12:40 pm: Again, today is remarkable in terms of how much I've been using my iPhone (taking video, shooting pictures, using the location-tracking Disneyland app, playing video games, texting) and how strong my battery power is. It's at 73% right now. Looks like I didn't need my Mophie Powerstation XXL afterall.
3:48 pm: Just got off the Matterhorn, in which I and my family got soaked. Not quite Roaring Rapids soaked, but comparable to Splash Mountain (if you're not right in the front). How is this possible? The car in front of us and behind us exited the ride completely dry. I had my iPhone in my front pocket, which received the brunt of the water. As soon as I got off, I got out my iPhone and checked to see if Face ID worked. No wiping off of the display or lens. My face, dripping with water. Unlocked immediately.

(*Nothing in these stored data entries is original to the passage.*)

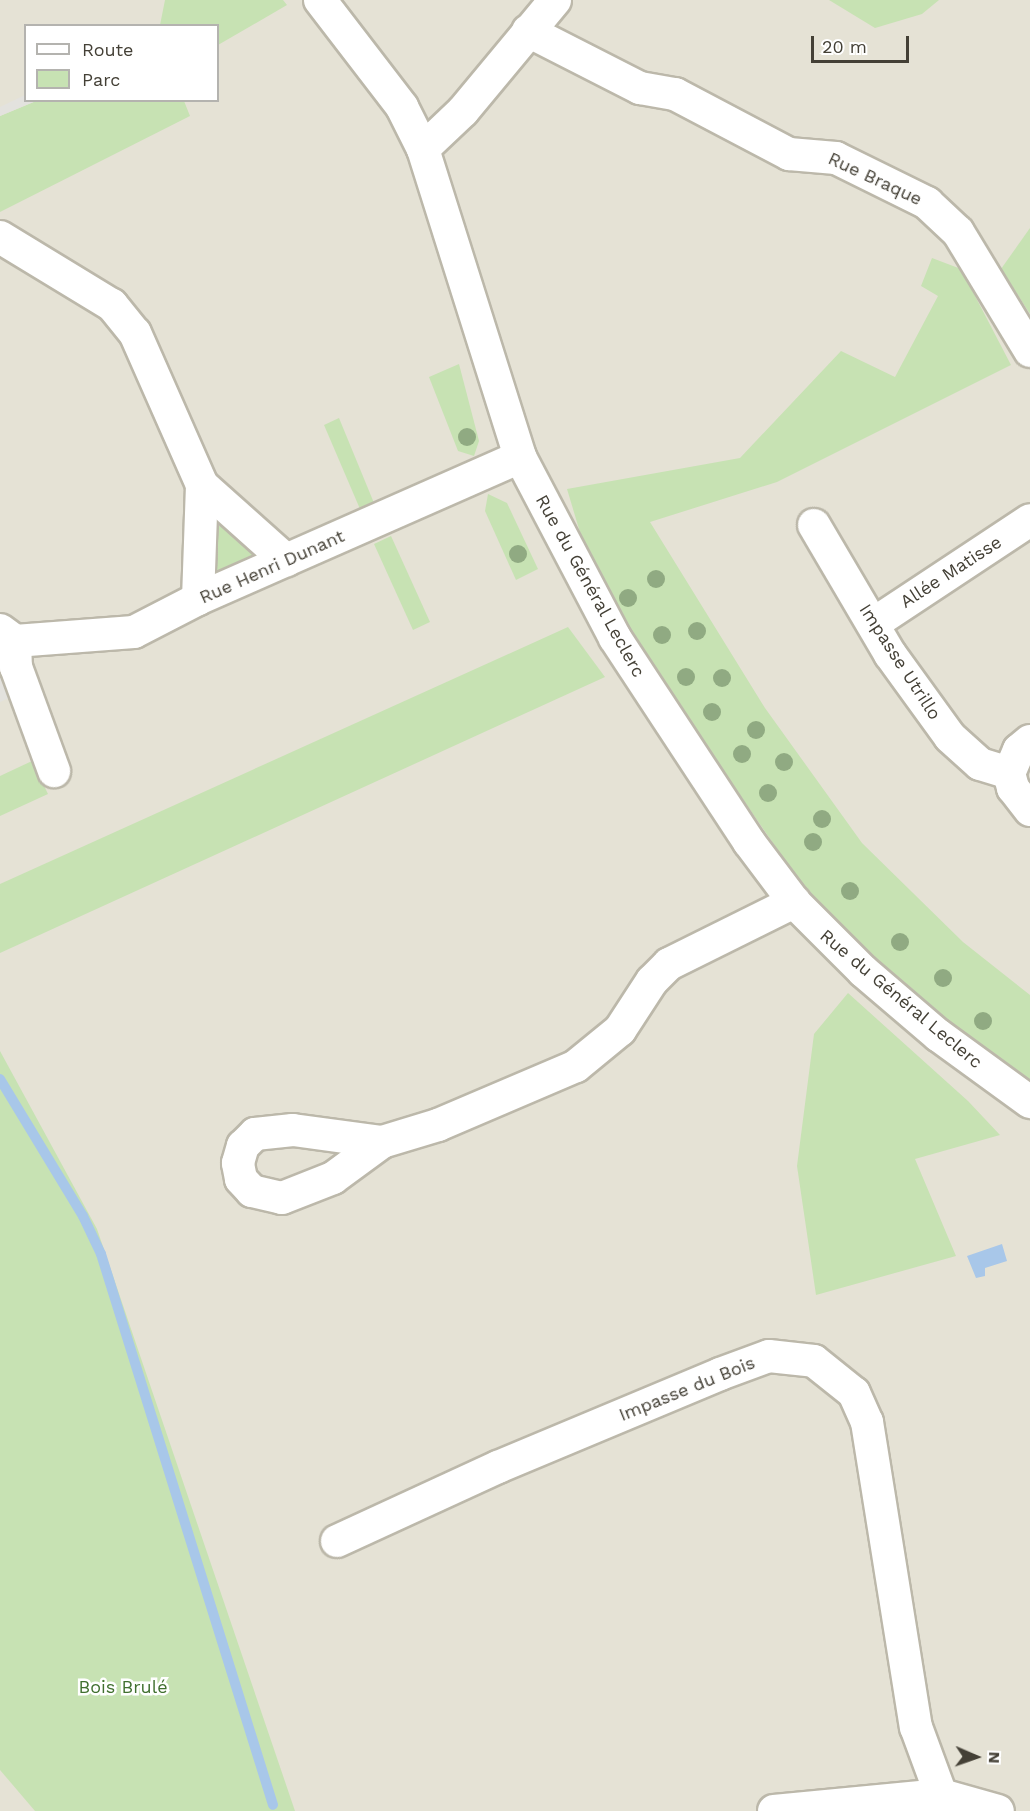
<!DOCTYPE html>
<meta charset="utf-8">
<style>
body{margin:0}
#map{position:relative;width:1030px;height:1811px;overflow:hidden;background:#f2f0e7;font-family:"Work Sans",sans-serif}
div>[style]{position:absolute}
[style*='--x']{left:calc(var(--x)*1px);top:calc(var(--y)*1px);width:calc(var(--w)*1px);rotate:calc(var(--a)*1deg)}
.residential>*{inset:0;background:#e5e2d5}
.green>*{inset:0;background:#c7e2b3}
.parking>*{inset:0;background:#e3e2de}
.water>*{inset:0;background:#a8c7e9}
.stream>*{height:10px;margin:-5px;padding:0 5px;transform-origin:5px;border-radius:5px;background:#a8c7e9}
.roads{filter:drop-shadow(2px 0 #bcb8aa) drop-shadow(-2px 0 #bcb8aa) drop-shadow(0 2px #bcb8aa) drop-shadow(0 -2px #bcb8aa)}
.minor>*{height:32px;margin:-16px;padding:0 16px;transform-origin:16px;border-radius:16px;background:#fff}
.trees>*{width:18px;height:18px;margin:-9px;border-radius:50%;background:#90aa82}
span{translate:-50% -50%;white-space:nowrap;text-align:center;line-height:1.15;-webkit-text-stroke:5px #fff;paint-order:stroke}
.street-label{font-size:18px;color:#444036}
.park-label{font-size:18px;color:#40702f}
.legend{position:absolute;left:24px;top:24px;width:195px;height:78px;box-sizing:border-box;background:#fff;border:2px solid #b4b3af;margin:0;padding:8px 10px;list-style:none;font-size:18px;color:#444036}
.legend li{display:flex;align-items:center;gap:12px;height:30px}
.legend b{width:30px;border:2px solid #b4b3af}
.north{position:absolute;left:946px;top:1727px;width:60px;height:60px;-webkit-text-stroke:4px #fff;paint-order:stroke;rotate:92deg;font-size:16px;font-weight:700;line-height:24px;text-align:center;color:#444036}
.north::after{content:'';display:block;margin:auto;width:21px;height:27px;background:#444036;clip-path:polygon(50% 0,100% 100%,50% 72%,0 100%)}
.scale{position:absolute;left:811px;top:36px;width:98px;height:27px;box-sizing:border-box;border:3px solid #444036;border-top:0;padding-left:8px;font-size:18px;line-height:21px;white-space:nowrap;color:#444036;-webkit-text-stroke:4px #fff;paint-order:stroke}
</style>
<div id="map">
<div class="residential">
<div style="clip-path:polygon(evenodd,0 0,1030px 0,1030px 1811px,0 1811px,0 0,26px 26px,218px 26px,218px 100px,26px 100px,26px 26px)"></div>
</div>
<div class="green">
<div style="clip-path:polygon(165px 0,283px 0,287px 5px,218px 45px,218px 26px,160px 25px)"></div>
<div style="clip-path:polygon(829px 0,939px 0,922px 14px,875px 28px)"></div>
<div style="clip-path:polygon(36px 101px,184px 101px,190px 116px,0 212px,0 116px)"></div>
<div style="clip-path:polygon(1030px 228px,1030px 314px,1001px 269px)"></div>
<div style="clip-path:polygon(932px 258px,961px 269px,1011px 365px,777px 482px,650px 522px,765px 708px,862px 843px,963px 942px,1030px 995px,1030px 1084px,974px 1046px,849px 945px,806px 891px,624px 627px,591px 569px,567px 489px,740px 458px,841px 351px,895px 377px,938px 296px,921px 286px)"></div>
<div style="clip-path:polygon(459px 364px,479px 441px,474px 456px,458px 451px,429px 377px)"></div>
<div style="clip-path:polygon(339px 418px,374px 503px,360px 509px,324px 425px)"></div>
<div style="clip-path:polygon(488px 494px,507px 503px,538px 569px,516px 580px,485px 511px)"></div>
<div style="clip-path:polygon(222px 523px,261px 554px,221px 576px,214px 569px,215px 530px)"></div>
<div style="clip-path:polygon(391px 536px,430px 622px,413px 630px,374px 544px)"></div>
<div style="clip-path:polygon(568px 627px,605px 677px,0 953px,0 884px)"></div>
<div style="clip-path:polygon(32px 761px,48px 794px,0 816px,0 776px)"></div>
<div style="clip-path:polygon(848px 993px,968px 1101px,1000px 1135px,915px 1159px,956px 1256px,816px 1295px,797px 1166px,814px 1034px)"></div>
<div style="clip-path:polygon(0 1051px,97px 1229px,295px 1811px,35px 1811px,0 1770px)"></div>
</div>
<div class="parking">
<div style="clip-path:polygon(25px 95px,26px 100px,36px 101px,0 116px,0 107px)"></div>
<div style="clip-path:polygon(0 672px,11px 697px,0 702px)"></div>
</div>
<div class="water">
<div style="clip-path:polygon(1002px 1244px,1007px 1261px,985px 1268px,985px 1276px,976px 1278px,967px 1256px)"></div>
</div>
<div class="stream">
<div style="--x:0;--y:1079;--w:160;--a:58.8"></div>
<div style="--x:83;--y:1216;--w:42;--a:64.7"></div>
<div style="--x:101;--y:1254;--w:577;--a:72.66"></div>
</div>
<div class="roads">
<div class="minor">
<div style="--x:320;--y:0;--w:135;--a:52.5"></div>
<div style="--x:402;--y:107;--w:47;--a:63.4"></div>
<div style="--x:423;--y:149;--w:323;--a:72.5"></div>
<div style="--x:520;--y:457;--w:204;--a:62.3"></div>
<div style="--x:615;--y:638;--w:244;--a:56.7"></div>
<div style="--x:749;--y:842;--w:75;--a:53.1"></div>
<div style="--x:794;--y:902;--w:98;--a:45"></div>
<div style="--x:863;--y:971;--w:99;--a:40.5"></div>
<div style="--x:938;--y:1035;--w:114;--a:36.1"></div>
<div style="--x:528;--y:31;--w:126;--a:27"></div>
<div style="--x:640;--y:88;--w:36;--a:10"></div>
<div style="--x:675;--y:94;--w:129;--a:27.8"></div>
<div style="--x:789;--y:154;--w:47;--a:4.9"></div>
<div style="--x:836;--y:158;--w:102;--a:26.3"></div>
<div style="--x:927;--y:203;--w:42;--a:43.1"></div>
<div style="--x:958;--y:232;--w:139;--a:58.8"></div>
<div style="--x:423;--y:149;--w:55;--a:-43.5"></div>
<div style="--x:463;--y:111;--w:144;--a:-50.3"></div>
<div style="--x:0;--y:237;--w:131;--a:31.3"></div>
<div style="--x:112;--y:305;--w:36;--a:51"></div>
<div style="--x:135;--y:333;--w:166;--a:66.2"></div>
<div style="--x:202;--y:485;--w:114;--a:92"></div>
<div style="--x:202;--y:485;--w:113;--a:41.8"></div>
<div style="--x:814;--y:525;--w:150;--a:59.5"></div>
<div style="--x:890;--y:654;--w:102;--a:54.1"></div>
<div style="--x:950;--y:737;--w:40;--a:42"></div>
<div style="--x:980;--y:764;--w:30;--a:17"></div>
<div style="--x:873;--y:624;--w:188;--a:-33.5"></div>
<div style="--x:0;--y:630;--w:19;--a:36"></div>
<div style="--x:15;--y:641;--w:119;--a:-4.3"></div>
<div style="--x:134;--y:632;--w:72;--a:-27.3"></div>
<div style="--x:198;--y:599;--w:352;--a:-23.8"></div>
<div style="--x:15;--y:641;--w:26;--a:88"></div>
<div style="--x:16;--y:667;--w:111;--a:69.9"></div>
<div style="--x:1030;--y:741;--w:14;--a:141"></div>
<div style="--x:1019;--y:750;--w:25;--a:113"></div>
<div style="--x:1009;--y:773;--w:16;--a:75"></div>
<div style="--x:1013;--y:788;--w:28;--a:52"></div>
<div style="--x:382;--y:1142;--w:61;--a:143.7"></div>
<div style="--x:333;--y:1178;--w:55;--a:158.6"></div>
<div style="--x:282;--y:1198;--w:31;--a:-167"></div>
<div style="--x:252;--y:1191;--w:16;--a:-133"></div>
<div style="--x:241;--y:1179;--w:16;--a:-101"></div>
<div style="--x:238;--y:1163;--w:18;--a:-74"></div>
<div style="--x:243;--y:1146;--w:17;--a:-45"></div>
<div style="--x:255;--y:1134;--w:38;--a:-6"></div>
<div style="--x:293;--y:1130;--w:90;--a:7.7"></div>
<div style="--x:382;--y:1142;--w:59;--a:-16.9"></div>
<div style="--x:438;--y:1125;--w:150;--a:-23.1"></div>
<div style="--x:576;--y:1066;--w:57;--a:-39.3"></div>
<div style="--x:620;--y:1030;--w:59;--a:-56.9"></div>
<div style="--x:652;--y:981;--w:24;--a:-45"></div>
<div style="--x:669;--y:964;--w:140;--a:-26.4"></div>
<div style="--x:337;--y:1541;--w:177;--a:-24.7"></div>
<div style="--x:498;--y:1467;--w:241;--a:-22.7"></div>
<div style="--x:720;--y:1374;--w:52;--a:-20.2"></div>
<div style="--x:769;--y:1356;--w:45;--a:6.3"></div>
<div style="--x:814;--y:1361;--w:51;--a:38.7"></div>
<div style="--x:854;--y:1393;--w:32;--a:66"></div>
<div style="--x:867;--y:1422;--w:309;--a:80.9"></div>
<div style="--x:916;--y:1727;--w:72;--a:69.8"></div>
<div style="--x:774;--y:1811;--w:168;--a:-5.5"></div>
<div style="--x:941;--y:1795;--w:59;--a:15.7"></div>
</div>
</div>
<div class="trees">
<div style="left:467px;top:437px"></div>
<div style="left:518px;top:554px"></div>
<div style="left:656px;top:579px"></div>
<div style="left:628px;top:598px"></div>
<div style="left:697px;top:631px"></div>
<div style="left:662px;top:635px"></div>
<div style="left:686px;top:677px"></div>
<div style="left:722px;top:678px"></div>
<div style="left:712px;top:712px"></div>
<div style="left:756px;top:730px"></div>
<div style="left:742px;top:754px"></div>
<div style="left:784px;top:762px"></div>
<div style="left:768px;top:793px"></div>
<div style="left:822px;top:819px"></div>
<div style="left:813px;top:842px"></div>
<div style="left:850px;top:891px"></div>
<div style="left:900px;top:942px"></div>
<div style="left:943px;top:978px"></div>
<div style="left:983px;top:1021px"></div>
</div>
<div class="street-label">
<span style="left:875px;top:179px;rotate:25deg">Rue Braque</span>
<span style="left:272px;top:567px;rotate:-24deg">Rue Henri Dunant</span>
<span style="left:951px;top:572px;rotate:-33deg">Allée Matisse</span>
<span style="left:590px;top:586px;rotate:61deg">Rue du Général Leclerc</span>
<span style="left:900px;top:662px;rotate:57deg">Impasse Utrillo</span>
<span style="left:901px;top:999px;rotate:40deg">Rue du Général Leclerc</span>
<span style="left:687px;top:1389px;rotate:-22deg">Impasse du Bois</span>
</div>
<div class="park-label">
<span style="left:123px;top:1687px">Bois Brulé</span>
</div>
<ul class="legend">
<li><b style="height:8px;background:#fff"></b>Route</li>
<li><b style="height:16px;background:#c7e2b3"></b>Parc</li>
</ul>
<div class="north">N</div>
<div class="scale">20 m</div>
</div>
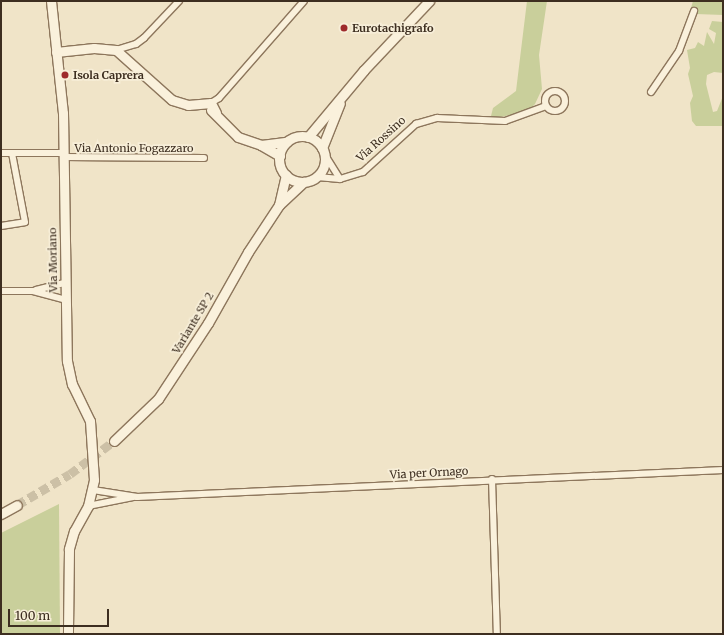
<!DOCTYPE html>
<style>
body{margin:0}
#map{position:relative;width:724px;height:635px;overflow:hidden;background:#f0e4c8;font-family:Merriweather,serif}
div>[style]{position:absolute}
.green>*{inset:0;background:#c9cf9b}
.secondary-tunnel>*{height:9px;margin-top:-4.5px;transform-origin:0;background:repeating-linear-gradient(90deg,#ccc0a6 0 9px,transparent 0 13.5px)}
.roads{filter:drop-shadow(1px 0 #8d765c) drop-shadow(-1px 0 #8d765c) drop-shadow(0 1px #8d765c) drop-shadow(0 -1px #8d765c)}
.street>*{height:6px;margin:-3px;padding:0 3px;transform-origin:3px;border-radius:3px;background:#faf1dc}
.street>.ring{margin:-3px;padding:0;box-sizing:content-box;background:none;border:6px solid #faf1dc;border-radius:50%}
.secondary>*{height:9px;margin:-4.5px;padding:0 4.5px;transform-origin:4.5px;border-radius:4.5px;background:#faf1dc}
.secondary>.ring{margin:-4.5px;padding:0;box-sizing:content-box;background:none;border:9px solid #faf1dc;border-radius:50%}
.dots>*{width:11px;height:11px;translate:-50% -50%;box-sizing:border-box;border:2px solid #f7eed8;border-radius:50%}
span{translate:-50% -50%;white-space:nowrap;text-align:center;line-height:1.15;-webkit-text-stroke:3.5px #f7eed8;paint-order:stroke}
.poi-label{font-size:11px;color:#3d2e20;font-weight:700}
.left{translate:0 -50%;text-align:left}
.street-label{font-size:11px;color:#3d2e20}
.frame{position:absolute;inset:0;border:2px solid #3d2e20;pointer-events:none}
.scale{position:absolute;left:8px;top:609px;width:101px;height:18px;box-sizing:border-box;border:2px solid #3d2e20;border-top:0;padding-left:5px;font-size:12px;line-height:14px;white-space:nowrap;color:#3d2e20;-webkit-text-stroke:3px #f7eed8;paint-order:stroke}
</style>
<div id="map">
<div class="green">
<i style="clip-path:polygon(527px 1px,547px 1px,539px 55px,542px 89px,535px 104px,528px 111px,496px 118px,491px 116px,493px 108px,516px 91px)"></i>
<i style="clip-path:polygon(693px 1px,723px 1px,723px 15px,696px 14px,691px 8px)"></i>
<i style="clip-path:polygon(712px 21px,723px 22px,723px 73px,714px 72px,707px 75px,706px 84px,713px 112px,717px 111px,723px 96px,723px 126px,696px 126px,692px 121px,690px 103px,693px 96px,688px 74px,690px 68px,687px 50px,695px 48px,698px 42px,704px 46px,707px 32px,714px 44px,716px 33px,709px 29px)"></i>
<i style="clip-path:polygon(59px 504px,60px 634px,1px 634px,1px 533px)"></i>
</div>
<div class="secondary-tunnel">
<i style="left:17px;top:505px;width:61px;rotate:-30.3deg"></i>
<i style="left:70px;top:474px;width:55px;rotate:-36.9deg"></i>
</div>
<div class="roads">
<div class="street">
<i style="left:116px;top:50px;width:21px;rotate:-17deg"></i>
<i style="left:136px;top:44px;width:10px;rotate:-37deg"></i>
<i style="left:144px;top:38px;width:51px;rotate:-46.6deg"></i>
<i class="ring" style="left:545px;top:91px;width:14px;height:14px"></i>
<i style="left:651px;top:92px;width:50px;rotate:-55.7deg"></i>
<i style="left:679px;top:51px;width:43px;rotate:-69.4deg"></i>
<i style="left:211px;top:103px;width:9px;rotate:-32deg"></i>
<i style="left:219px;top:98px;width:129px;rotate:-48.8deg"></i>
<i style="left:1px;top:153px;width:63px"></i>
<i style="left:64px;top:157px;width:140px;rotate:0.4deg"></i>
<i style="left:317px;top:177px;width:23px;rotate:5deg"></i>
<i style="left:340px;top:179px;width:28px;rotate:-122deg"></i>
<i style="left:340px;top:179px;width:24px;rotate:-17deg"></i>
<i style="left:363px;top:172px;width:72px;rotate:-42.2deg"></i>
<i style="left:416px;top:124px;width:22px;rotate:-16deg"></i>
<i style="left:437px;top:118px;width:68px;rotate:2.5deg"></i>
<i style="left:505px;top:121px;width:44px;rotate:-20.1deg"></i>
<i style="left:1px;top:226px;width:24px;rotate:-9deg"></i>
<i style="left:25px;top:222px;width:70px;rotate:-100.7deg"></i>
<i style="left:36px;top:290px;width:30px;rotate:-14deg"></i>
<i style="left:1px;top:291px;width:32px"></i>
<i style="left:33px;top:291px;width:34px;rotate:15deg"></i>
<i style="left:492px;top:479px;width:155px;rotate:88.2deg"></i>
<i style="left:93px;top:490px;width:45px;rotate:9deg"></i>
<i style="left:137px;top:497px;width:587px;rotate:-2.64deg"></i>
<i style="left:88px;top:506px;width:46px;rotate:-11.3deg"></i>
</div>
<div class="secondary">
<i style="left:51px;top:1px;width:113px;rotate:83.9deg"></i>
<i style="left:63px;top:113px;width:248px;rotate:89.1deg"></i>
<i style="left:67px;top:361px;width:24px;rotate:78deg"></i>
<i style="left:72px;top:384px;width:41px;rotate:64.1deg"></i>
<i style="left:90px;top:421px;width:59px;rotate:86.1deg"></i>
<i style="left:94px;top:480px;width:27px;rotate:103deg"></i>
<i style="left:88px;top:506px;width:29px;rotate:119deg"></i>
<i style="left:74px;top:531px;width:19px;rotate:106deg"></i>
<i style="left:69px;top:549px;width:85px;rotate:90.7deg"></i>
<i style="left:56px;top:52px;width:38px;rotate:-6deg"></i>
<i style="left:94px;top:48px;width:22px;rotate:5deg"></i>
<i style="left:116px;top:50px;width:75px;rotate:41.8deg"></i>
<i style="left:172px;top:100px;width:17px;rotate:17deg"></i>
<i style="left:188px;top:105px;width:23px;rotate:-5deg"></i>
<i style="left:211px;top:103px;width:11px;rotate:63deg"></i>
<i style="left:211px;top:110px;width:38px;rotate:45deg"></i>
<i style="left:238px;top:137px;width:24px;rotate:19deg"></i>
<i style="left:261px;top:145px;width:22px;rotate:30deg"></i>
<i class="ring" style="left:279px;top:136px;width:37px;height:37px"></i>
<i style="left:308px;top:137px;width:87px;rotate:-50.1deg"></i>
<i style="left:364px;top:70px;width:95px;rotate:-46.7deg"></i>
<i style="left:261px;top:145px;width:26px;rotate:-7deg"></i>
<i style="left:322px;top:148px;width:48px;rotate:-68.2deg"></i>
<i style="left:279px;top:205px;width:31px;rotate:-77deg"></i>
<i style="left:114px;top:441px;width:61px;rotate:-43.7deg"></i>
<i style="left:158px;top:399px;width:91px;rotate:-56.7deg"></i>
<i style="left:208px;top:323px;width:81px;rotate:-60.6deg"></i>
<i style="left:248px;top:252px;width:56px;rotate:-56.6deg"></i>
<i style="left:279px;top:205px;width:34px;rotate:-43deg"></i>
<i style="left:1px;top:514px;width:18px;rotate:-29deg"></i>
</div>
</div>
<div class="dots">
<i style="left:344px;top:28px;background:#9e2a2b"></i>
<i style="left:65px;top:75px;background:#9e2a2b"></i>
</div>
<div class="poi-label">
<span class="left" style="left:352px;top:28px">Eurotachigrafo</span>
<span class="left" style="left:73px;top:75px">Isola Caprera</span>
</div>
<div class="street-label">
<span style="left:381px;top:139px;rotate:-42deg">Via Rossino</span>
<span style="left:134px;top:148px">Via Antonio Fogazzaro</span>
<span style="left:53px;top:260px;rotate:-91deg">Via Moriano</span>
<span style="left:193px;top:323px;rotate:-59deg">Variante SP 2</span>
<span style="left:429px;top:473px;rotate:-3deg">Via per Ornago</span>
</div>
<div class="frame"></div>
<div class="scale">100 m</div>
</div>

In case you're wondering, my iPhone X suffered zero issues due to this water cascade. I know that's nothing new, but it's nice to know that we don't even have to worry about our phones getting wet anymore, something I used to stress about when going on water rides.
10:45 pm: It's hard to believe that my iPhone X's battery is still at 46% after more than 15 hours of use. I can tell that I'm getting older. The park is still open for another hour, but I'm done. I can't takes no more!
Day Four: Home!
I didn't keep a diary record of my iPhone X's activities on the last day of my trip. It wasn't a park day, but I didn't head home until the end of the day. What I do recall of that last day was that I used my iPhone to look up nearby points of interest, call for a Lyft (more than once), play video games, and check the social feeds. With all of my day's activities, I never charged my iPhone X and never had an issue with Face ID. I used Wallet to check in with my boarding pass and never had a problem. I was able to call my partner when I got home to pick me up, and even made a dinner stop along the way.
Because I was so tired when I finally got home, I actually forgot to charge my iPhone X overnight while I slept. Remarkably, my battery was still at 26% when I woke up the next morning. That's a full 24 hours of use without a single charge. Not bad iPhone X. Not bad at all.